= Supplied data =

========================

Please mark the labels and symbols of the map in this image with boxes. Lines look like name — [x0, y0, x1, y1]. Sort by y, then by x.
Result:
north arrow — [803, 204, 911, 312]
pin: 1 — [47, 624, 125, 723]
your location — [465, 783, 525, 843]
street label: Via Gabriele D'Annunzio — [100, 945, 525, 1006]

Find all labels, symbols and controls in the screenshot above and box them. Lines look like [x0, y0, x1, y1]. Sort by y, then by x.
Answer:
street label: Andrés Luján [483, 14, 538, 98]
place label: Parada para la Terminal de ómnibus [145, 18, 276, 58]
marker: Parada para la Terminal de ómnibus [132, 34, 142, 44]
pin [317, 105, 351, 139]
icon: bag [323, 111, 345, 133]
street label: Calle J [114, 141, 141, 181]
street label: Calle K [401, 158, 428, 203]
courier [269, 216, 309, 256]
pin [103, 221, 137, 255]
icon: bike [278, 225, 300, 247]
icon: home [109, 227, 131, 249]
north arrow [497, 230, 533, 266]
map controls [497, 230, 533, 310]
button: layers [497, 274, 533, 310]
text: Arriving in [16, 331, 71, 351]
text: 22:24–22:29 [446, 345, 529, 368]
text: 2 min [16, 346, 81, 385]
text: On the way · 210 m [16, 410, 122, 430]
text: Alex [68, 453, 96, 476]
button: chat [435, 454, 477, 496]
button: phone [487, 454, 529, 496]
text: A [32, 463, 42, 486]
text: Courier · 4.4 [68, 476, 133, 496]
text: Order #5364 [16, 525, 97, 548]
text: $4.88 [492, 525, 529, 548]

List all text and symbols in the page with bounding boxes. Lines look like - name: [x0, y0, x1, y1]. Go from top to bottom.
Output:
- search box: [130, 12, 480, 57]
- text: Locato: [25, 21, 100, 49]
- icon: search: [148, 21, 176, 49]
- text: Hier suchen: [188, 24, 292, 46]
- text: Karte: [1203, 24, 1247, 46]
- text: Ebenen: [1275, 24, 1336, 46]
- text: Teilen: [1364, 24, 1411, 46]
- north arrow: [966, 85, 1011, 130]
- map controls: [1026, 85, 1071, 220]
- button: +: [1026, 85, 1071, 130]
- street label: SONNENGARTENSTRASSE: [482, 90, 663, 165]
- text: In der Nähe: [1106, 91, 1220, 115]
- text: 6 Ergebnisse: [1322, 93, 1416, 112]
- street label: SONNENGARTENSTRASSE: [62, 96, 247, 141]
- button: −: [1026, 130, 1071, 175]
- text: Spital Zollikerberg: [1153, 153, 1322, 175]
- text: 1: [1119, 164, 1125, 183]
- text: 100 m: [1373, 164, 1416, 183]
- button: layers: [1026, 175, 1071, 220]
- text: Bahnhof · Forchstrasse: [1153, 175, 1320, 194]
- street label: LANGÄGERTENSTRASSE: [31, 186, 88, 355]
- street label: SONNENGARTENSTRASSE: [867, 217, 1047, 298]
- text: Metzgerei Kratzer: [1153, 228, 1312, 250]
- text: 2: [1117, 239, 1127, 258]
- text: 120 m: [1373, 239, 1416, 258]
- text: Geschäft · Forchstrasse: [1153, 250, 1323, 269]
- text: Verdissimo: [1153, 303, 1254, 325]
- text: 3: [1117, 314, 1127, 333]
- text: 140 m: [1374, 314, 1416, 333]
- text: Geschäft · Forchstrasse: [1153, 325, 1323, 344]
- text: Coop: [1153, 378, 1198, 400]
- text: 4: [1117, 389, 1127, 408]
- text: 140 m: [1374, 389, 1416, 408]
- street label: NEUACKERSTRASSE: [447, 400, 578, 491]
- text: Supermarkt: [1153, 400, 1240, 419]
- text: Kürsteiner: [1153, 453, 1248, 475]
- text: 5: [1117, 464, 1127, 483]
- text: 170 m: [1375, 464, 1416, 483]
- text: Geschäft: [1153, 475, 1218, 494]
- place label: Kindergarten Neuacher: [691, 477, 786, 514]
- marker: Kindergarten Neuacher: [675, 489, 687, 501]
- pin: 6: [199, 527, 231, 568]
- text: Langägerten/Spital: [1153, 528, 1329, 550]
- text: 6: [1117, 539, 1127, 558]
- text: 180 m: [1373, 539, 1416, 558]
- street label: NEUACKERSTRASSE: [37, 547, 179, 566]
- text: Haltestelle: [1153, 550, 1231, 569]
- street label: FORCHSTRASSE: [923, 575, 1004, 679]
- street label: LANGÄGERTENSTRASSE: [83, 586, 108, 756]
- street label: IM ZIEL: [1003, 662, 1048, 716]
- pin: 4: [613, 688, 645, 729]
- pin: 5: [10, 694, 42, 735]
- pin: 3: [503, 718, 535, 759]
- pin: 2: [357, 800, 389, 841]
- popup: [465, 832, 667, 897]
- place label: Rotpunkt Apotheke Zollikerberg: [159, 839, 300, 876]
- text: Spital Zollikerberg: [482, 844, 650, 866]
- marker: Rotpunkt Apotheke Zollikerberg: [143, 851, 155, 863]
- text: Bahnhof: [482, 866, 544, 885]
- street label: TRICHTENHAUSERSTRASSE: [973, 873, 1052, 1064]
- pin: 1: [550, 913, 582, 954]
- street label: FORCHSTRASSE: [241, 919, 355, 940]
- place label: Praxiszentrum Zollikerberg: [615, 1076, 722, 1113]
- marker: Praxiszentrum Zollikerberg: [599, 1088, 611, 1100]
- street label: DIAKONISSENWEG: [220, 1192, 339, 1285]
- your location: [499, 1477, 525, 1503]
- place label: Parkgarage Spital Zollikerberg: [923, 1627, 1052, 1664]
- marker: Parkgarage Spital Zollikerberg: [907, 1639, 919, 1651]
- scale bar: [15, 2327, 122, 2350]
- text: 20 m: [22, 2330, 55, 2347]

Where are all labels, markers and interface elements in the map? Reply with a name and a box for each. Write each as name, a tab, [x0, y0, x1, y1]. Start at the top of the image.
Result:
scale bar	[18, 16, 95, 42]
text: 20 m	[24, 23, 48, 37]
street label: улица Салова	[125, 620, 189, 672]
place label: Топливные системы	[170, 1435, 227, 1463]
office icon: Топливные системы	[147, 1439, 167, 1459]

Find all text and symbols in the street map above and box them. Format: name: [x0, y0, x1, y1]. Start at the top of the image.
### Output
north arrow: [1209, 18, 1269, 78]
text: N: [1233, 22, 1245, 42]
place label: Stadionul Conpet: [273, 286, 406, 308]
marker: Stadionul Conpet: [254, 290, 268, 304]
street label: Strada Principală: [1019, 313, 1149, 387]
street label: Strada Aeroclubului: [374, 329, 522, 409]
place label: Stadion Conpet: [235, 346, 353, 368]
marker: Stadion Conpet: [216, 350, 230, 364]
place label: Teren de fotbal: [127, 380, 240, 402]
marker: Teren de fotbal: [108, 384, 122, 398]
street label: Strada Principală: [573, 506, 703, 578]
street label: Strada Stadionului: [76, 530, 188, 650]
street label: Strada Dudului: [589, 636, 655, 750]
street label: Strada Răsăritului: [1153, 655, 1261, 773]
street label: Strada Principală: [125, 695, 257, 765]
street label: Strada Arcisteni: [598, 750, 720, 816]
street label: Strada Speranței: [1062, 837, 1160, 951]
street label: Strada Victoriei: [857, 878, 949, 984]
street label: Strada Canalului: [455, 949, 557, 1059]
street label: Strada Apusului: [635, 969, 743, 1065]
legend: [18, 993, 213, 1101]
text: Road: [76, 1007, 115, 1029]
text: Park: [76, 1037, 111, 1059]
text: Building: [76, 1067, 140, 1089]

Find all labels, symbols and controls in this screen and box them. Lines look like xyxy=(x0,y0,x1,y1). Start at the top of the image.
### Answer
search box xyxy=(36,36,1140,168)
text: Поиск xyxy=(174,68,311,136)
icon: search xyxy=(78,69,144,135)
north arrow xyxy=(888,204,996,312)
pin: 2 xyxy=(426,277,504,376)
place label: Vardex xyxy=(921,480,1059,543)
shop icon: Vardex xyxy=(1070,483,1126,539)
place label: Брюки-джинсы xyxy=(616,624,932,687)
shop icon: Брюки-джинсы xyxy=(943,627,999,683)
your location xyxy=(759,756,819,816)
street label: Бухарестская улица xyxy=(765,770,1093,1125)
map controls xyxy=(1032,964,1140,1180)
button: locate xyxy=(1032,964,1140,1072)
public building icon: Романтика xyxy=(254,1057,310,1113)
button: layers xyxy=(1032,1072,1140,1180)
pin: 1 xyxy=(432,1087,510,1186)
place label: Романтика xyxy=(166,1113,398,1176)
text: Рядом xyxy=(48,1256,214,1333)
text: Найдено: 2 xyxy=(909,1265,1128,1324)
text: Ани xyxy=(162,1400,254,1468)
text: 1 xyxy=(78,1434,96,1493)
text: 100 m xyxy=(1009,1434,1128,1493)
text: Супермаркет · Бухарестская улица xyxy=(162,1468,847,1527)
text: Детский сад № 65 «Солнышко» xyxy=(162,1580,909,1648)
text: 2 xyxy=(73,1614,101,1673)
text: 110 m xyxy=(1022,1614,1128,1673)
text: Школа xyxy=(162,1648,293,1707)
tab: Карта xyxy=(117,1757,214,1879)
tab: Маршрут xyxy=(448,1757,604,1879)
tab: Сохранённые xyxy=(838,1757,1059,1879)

========================

= Work order =
Show every line in the listing above that carries the word "with".

= Exercise answer =
Please mark the labels and symbols of the map in this image with boxes. Lines look like name — [x0, y0, x1, y1]. Sort by y, then by x.
List all text and symbols in the page with bounding boxes. Lines look like - name: [x0, y0, x1, y1]. Go from top to bottom.
Where are all labels, markers and interface elements in the map? Reply with a name and a box for each. Write each as name, a tab, [x0, y0, x1, y1]. Start at the top of the image.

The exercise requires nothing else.